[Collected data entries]
--------------------------------------------------

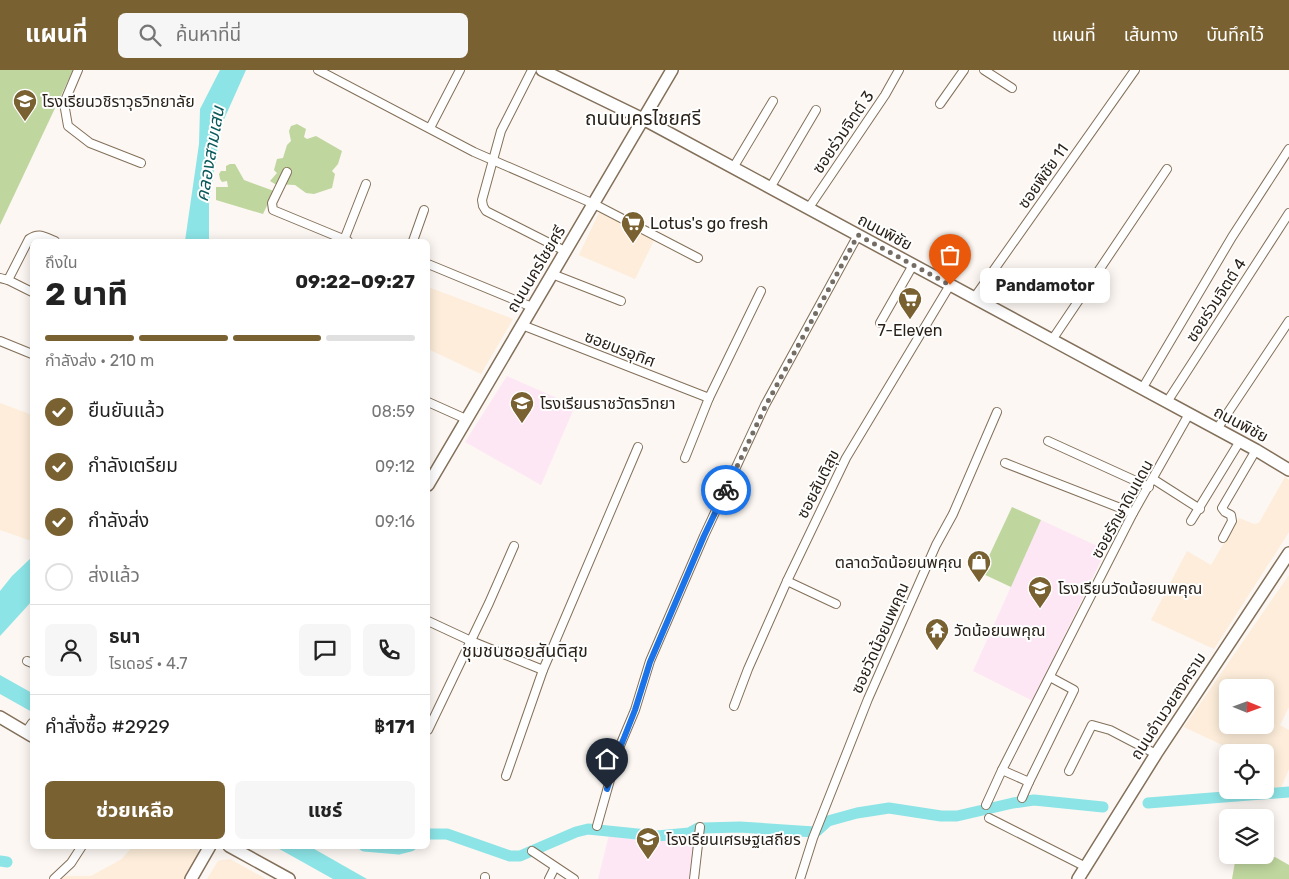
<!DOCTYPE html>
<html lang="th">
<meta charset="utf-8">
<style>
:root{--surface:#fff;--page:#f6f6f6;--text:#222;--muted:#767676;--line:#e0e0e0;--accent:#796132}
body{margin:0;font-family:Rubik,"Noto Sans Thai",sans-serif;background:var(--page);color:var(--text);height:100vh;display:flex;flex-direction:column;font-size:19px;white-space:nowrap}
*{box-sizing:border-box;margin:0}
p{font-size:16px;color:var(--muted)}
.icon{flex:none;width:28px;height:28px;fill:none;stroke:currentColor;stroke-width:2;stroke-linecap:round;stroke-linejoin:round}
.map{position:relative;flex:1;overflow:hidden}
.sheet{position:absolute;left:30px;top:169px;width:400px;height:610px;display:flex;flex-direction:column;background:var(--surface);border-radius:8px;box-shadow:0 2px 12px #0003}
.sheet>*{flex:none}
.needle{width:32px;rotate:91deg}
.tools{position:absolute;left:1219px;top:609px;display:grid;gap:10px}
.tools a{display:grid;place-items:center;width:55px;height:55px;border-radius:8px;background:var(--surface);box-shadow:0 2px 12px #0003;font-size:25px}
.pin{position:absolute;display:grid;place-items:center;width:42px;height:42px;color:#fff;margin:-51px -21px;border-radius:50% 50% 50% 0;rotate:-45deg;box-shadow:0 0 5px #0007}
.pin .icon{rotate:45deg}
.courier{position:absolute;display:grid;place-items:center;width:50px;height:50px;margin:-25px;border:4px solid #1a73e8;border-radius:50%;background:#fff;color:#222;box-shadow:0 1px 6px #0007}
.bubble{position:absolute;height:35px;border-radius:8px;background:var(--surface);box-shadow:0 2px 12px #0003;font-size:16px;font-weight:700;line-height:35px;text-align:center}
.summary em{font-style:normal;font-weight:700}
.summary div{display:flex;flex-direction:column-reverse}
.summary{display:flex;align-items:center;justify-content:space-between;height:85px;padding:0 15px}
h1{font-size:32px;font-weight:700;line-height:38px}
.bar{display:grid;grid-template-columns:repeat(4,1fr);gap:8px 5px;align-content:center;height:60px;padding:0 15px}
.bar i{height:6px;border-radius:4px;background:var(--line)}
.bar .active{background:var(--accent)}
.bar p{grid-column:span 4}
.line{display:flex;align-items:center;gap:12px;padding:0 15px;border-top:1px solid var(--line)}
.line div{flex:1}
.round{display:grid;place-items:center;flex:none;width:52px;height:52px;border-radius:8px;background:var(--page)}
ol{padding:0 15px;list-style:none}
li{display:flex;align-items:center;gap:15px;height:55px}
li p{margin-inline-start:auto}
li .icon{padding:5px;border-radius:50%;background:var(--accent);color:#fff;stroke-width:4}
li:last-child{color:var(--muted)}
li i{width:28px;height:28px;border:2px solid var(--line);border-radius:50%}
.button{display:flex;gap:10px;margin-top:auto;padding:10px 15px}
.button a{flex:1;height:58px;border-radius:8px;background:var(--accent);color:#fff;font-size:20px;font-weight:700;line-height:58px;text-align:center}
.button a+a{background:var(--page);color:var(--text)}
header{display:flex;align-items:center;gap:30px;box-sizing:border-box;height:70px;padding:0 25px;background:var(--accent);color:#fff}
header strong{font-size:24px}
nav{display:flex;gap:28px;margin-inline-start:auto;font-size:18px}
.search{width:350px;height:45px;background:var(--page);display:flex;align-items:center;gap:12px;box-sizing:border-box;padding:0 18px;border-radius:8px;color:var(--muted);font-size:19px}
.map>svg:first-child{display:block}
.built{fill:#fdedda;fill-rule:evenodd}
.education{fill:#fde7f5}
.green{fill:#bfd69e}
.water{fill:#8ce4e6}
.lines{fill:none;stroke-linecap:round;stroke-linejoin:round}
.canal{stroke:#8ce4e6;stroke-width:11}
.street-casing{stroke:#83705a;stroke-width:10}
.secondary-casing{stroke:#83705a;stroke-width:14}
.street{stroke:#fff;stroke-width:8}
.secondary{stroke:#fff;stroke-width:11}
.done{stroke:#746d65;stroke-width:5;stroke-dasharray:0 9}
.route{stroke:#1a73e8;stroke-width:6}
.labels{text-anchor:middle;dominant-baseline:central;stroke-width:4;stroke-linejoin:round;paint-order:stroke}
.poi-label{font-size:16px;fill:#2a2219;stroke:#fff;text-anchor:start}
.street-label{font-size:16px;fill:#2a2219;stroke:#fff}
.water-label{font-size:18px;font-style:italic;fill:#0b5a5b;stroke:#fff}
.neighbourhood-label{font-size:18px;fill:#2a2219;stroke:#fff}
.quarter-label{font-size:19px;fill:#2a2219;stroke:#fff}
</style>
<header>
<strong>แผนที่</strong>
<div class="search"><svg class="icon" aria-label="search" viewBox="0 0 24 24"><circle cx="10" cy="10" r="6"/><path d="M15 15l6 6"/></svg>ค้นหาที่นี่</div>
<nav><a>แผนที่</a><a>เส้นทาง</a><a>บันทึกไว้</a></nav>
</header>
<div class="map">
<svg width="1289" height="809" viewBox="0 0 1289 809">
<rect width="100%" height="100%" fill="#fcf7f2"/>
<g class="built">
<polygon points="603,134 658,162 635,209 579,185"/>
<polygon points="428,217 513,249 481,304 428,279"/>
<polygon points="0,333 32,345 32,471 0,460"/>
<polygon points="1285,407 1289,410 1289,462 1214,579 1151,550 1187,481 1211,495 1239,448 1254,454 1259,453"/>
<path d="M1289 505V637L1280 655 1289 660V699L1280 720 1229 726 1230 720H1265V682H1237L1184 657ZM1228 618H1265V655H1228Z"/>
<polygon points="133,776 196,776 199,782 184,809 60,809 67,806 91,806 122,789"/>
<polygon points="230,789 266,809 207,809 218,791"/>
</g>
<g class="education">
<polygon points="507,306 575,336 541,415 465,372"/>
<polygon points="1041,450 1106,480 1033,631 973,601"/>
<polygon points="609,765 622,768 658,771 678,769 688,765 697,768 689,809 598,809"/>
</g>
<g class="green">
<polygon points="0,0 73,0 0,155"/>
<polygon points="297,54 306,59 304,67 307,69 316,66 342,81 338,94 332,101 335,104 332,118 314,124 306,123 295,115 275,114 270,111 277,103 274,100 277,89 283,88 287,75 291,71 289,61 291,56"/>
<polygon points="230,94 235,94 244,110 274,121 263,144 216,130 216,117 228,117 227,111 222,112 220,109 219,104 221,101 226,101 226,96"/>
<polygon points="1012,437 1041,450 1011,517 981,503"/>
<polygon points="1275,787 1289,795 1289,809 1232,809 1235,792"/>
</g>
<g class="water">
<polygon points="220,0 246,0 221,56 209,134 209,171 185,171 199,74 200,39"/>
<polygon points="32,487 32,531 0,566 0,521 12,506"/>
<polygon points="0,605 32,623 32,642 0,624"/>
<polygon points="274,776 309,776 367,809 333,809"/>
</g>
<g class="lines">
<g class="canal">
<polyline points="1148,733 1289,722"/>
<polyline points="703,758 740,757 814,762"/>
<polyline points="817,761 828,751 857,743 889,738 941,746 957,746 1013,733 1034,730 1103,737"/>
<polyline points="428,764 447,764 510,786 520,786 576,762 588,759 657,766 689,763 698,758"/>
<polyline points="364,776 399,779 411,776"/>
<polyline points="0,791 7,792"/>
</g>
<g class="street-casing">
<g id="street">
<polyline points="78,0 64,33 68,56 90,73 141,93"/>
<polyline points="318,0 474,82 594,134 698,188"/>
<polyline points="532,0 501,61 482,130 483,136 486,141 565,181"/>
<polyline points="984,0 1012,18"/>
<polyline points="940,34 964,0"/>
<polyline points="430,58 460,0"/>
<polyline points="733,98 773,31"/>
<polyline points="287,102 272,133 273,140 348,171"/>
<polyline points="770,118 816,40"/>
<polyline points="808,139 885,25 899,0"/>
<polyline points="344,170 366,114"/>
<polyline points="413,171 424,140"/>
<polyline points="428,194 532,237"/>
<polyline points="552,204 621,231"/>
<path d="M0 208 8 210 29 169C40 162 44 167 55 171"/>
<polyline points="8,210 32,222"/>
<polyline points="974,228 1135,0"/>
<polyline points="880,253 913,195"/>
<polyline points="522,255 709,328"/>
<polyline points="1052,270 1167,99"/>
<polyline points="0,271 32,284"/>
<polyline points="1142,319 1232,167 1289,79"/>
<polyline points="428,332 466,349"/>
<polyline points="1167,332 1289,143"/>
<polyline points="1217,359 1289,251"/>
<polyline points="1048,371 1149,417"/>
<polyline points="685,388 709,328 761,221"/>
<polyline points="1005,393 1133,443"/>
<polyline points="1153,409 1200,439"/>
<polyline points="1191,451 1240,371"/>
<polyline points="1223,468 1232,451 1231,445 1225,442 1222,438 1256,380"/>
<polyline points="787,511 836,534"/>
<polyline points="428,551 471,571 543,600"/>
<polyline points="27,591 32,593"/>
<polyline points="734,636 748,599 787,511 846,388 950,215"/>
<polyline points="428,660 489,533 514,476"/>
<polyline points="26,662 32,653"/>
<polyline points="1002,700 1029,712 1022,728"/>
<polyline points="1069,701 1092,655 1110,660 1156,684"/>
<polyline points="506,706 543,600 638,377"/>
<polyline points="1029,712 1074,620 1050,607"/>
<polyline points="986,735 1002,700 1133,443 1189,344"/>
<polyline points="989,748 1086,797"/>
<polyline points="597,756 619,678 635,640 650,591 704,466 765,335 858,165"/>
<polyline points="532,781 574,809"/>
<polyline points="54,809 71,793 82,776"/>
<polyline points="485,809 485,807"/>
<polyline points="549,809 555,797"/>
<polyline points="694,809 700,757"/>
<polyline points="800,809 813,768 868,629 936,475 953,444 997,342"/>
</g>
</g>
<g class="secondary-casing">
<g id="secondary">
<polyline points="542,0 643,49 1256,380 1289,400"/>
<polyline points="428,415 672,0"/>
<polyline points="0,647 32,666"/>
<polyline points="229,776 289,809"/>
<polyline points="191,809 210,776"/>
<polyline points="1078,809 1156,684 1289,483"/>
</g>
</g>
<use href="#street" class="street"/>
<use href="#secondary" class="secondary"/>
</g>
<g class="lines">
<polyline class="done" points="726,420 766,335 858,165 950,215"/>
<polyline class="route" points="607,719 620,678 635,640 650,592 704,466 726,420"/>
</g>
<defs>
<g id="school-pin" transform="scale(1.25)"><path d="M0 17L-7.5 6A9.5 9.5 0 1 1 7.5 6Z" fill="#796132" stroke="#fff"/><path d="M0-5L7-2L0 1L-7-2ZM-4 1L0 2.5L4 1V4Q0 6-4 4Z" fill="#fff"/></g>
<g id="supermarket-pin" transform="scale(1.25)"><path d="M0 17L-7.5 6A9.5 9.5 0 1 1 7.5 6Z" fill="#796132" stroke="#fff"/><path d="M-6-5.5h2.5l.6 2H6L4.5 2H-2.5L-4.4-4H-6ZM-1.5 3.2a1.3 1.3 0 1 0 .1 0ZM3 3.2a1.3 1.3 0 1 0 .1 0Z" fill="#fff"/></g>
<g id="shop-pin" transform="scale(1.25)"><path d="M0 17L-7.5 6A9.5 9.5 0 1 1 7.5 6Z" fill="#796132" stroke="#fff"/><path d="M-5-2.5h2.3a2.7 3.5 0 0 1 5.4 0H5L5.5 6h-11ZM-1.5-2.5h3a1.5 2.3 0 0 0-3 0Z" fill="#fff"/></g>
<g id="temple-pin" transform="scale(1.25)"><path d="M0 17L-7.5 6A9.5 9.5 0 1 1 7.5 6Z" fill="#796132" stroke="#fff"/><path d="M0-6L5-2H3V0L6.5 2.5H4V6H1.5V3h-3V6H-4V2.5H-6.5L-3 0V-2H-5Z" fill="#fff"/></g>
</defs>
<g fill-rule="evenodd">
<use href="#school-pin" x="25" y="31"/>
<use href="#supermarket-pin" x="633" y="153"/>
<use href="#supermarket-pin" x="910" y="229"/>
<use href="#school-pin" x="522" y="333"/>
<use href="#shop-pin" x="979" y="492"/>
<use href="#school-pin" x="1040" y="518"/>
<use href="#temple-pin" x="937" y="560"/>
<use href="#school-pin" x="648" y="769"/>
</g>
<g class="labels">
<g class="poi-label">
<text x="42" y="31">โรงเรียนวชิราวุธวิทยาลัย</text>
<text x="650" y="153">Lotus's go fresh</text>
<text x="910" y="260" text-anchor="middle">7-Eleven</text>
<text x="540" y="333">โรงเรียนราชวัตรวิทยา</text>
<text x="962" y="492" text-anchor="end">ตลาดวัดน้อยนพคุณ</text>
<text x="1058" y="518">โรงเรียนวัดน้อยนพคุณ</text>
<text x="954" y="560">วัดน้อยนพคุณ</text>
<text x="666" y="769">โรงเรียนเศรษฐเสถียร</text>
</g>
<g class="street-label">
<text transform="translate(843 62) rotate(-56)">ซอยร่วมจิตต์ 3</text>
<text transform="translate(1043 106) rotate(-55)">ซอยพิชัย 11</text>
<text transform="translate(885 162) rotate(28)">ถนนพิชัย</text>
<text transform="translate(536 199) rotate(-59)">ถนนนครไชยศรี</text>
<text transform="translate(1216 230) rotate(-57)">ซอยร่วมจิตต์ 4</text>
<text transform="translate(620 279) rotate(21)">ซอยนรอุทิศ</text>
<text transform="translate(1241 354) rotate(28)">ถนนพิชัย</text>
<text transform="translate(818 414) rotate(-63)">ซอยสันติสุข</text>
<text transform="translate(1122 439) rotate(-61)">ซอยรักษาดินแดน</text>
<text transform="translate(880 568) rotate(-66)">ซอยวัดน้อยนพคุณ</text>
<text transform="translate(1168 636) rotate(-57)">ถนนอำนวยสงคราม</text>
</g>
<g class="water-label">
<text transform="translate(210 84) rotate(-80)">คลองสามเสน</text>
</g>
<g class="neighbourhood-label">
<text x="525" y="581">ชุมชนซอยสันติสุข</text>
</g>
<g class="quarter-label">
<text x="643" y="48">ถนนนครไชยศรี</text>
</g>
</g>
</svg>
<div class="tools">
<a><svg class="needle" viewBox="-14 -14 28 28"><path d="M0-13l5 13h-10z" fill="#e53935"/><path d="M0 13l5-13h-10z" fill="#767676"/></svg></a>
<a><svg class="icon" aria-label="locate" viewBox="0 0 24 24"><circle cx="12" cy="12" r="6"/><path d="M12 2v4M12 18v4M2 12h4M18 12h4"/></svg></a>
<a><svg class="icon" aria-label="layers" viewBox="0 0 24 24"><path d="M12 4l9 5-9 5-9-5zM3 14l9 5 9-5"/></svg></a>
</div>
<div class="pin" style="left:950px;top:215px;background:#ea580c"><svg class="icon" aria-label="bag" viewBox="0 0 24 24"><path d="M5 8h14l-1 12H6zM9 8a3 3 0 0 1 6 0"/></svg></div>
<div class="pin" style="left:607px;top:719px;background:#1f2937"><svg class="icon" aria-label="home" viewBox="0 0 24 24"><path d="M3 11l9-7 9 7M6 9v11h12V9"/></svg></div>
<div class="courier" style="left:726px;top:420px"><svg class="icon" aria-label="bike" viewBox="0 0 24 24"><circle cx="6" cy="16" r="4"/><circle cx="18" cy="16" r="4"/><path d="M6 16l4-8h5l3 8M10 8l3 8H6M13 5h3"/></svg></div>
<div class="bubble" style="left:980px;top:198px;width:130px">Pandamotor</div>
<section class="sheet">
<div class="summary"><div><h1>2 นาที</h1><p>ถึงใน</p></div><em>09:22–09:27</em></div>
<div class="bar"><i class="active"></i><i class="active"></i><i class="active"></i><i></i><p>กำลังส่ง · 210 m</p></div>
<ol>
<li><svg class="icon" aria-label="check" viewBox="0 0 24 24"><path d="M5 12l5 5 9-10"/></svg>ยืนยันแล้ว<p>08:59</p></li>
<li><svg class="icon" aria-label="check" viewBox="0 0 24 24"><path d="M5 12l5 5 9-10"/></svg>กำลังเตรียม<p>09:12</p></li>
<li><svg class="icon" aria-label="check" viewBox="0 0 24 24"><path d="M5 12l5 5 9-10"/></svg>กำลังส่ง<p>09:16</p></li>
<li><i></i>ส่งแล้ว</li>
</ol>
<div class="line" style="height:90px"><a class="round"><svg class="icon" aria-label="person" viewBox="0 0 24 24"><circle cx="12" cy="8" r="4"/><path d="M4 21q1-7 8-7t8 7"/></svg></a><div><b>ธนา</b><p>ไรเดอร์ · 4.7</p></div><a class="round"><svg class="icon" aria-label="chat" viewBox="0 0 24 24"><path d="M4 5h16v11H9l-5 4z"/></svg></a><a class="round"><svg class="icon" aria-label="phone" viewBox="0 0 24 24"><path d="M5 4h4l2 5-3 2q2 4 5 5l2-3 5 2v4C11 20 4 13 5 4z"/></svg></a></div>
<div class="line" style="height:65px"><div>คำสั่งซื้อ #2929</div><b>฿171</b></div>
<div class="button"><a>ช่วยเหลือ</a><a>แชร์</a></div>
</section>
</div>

--------------------------------------------------

» TASK DESCRIPTION
Read the entries and select each line where the word "tools" is found.

» SOLUTION FOR THIS TASK
.tools{position:absolute;left:1219px;top:609px;display:grid;gap:10px}
.tools a{display:grid;place-items:center;width:55px;height:55px;border-radius:8px;background:var(--surface);box-shadow:0 2px 12px #0003;font-size:25px}
<div class="tools">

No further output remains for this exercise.